The D1 chip is manufactured in seven-nanometer technology it packs 50 billion transistors in a miserly 645-millimeter square. A hundred percent of the area is going towards machine learning training and bandwidth and there is no dark silicon there is no legacy support this is a pure machine learning machine. The chip was entirely designed by tesla team internally all the way from the architecture to package.
The chip is like a GPU level compute with a CPU level flexibility and twice the network chip-level i/o bandwidth. Since d1 chips can seamlessly connect without any glue to each other we just started putting them together we just put 500 000 training nodes together to form our compute plane, explained Ganesh Venkataramanan during the presentation. In order to achieve this compute plane
Tesla had come up with a new way of integrating these chips together, to build a Tile. This is a pioneering integration of 25 known good d1 dies onto a fan-out wafer method tightly integrated such that the bandwidth between them is preserved, and in addition, the maximum bandwidth is preserved there. This approach gives us nine petaflops of computing and a high bandwidth high-density connector that retains the bandwidth flowing out of this training tile, he added.

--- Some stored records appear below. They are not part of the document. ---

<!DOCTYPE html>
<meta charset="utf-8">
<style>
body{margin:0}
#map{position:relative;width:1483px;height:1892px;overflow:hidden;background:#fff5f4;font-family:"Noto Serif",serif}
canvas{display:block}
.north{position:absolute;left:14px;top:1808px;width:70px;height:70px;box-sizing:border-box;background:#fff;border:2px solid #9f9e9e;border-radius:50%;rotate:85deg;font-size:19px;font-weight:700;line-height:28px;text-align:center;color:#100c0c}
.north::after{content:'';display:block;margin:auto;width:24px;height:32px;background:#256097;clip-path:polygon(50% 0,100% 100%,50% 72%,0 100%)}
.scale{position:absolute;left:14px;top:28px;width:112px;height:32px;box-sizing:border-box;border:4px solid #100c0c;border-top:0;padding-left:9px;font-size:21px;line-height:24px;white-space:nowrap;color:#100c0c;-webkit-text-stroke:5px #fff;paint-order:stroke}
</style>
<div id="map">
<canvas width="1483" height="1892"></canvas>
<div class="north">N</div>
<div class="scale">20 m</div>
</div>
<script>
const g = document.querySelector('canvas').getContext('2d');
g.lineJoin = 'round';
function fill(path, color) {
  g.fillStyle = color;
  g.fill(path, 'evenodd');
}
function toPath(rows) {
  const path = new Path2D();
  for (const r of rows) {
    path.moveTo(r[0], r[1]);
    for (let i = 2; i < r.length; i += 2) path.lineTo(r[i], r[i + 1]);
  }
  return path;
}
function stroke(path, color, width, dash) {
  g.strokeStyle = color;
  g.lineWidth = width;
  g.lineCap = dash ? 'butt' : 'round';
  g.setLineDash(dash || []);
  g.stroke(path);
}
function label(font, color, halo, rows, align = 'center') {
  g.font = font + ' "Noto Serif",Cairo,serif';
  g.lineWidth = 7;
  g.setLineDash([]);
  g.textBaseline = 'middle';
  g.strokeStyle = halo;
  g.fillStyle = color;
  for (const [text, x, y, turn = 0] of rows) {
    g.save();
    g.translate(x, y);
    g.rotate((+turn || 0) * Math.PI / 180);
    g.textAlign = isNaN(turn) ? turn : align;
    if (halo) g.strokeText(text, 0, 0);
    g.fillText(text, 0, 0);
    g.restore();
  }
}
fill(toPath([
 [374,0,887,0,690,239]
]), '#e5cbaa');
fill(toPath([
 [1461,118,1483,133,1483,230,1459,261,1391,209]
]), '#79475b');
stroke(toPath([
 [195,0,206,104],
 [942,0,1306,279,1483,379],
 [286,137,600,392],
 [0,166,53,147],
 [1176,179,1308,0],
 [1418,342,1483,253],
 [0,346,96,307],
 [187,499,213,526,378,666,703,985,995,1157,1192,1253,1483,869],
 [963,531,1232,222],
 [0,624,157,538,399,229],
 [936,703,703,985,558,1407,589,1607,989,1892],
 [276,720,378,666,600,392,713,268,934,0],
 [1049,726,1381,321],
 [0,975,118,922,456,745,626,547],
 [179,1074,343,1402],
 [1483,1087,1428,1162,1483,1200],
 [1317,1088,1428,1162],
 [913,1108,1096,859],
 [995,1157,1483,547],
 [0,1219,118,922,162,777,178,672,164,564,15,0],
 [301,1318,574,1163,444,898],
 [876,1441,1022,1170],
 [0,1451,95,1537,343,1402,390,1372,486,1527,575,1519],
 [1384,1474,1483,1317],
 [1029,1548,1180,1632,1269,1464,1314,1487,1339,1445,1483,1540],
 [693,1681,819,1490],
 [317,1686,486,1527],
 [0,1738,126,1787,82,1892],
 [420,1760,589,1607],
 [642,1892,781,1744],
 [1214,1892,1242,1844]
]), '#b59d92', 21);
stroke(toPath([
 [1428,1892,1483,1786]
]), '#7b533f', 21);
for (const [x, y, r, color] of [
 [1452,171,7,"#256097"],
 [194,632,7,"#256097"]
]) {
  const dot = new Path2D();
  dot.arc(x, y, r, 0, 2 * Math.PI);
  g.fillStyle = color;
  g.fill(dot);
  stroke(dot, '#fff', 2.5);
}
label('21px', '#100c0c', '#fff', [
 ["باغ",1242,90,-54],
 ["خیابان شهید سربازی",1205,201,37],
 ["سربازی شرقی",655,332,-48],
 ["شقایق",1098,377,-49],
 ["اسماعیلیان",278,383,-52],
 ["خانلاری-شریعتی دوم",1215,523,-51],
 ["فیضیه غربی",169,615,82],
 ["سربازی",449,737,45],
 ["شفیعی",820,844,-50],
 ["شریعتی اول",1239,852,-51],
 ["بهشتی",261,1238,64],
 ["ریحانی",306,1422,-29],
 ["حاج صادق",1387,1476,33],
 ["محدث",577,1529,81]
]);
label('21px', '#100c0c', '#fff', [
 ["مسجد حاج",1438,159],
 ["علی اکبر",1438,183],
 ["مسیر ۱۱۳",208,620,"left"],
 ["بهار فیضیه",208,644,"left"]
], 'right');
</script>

It was not easy to design this because there were no tools available, and all of the tools were failing. Even our compute cluster couldn’t handle it, so our engineers had to come up with new approaches to make this a reality, he said. Tesla also came with a new way to feed power to this in a vertical way. They created a custom voltage regulator module that could be reflowed directly onto this fan-out wafer. Also, integrated
the entire electrical thermal, and mechanical pieces to create a completely integrated interface system with a 52-volt dc input for training tile. “It’s unprecedented this is an amazing piece of engineering our compute plane is completely orthogonal to the power supply and cooling that makes high bandwidth compute planes possible,” he said.
Scalability
The 9 petaflop training tile becomes the unit of scale for this system. Tesla engineers then put together some tiles, a two by three tile in a tray to make the training matrix, and two trays in a cabinet
gave 100 petaflops of compute. They did not stop here, then they broke the cabinet walls we integrated these styles seamlessly all the way through preserving the bandwidth, all the tiles are
seamlessly connected with the same bandwidth and created an exopod. The exopod gives one exaflop of compute in 10 cabinets.
The compute plane can be subdivided can be partitioned into units called dojo processing unit a DPU consists of one or more D1 chips, it also has an interface processor and one or more hosts. This can be scaled up or down as per the needs of any algorithm any network running on it.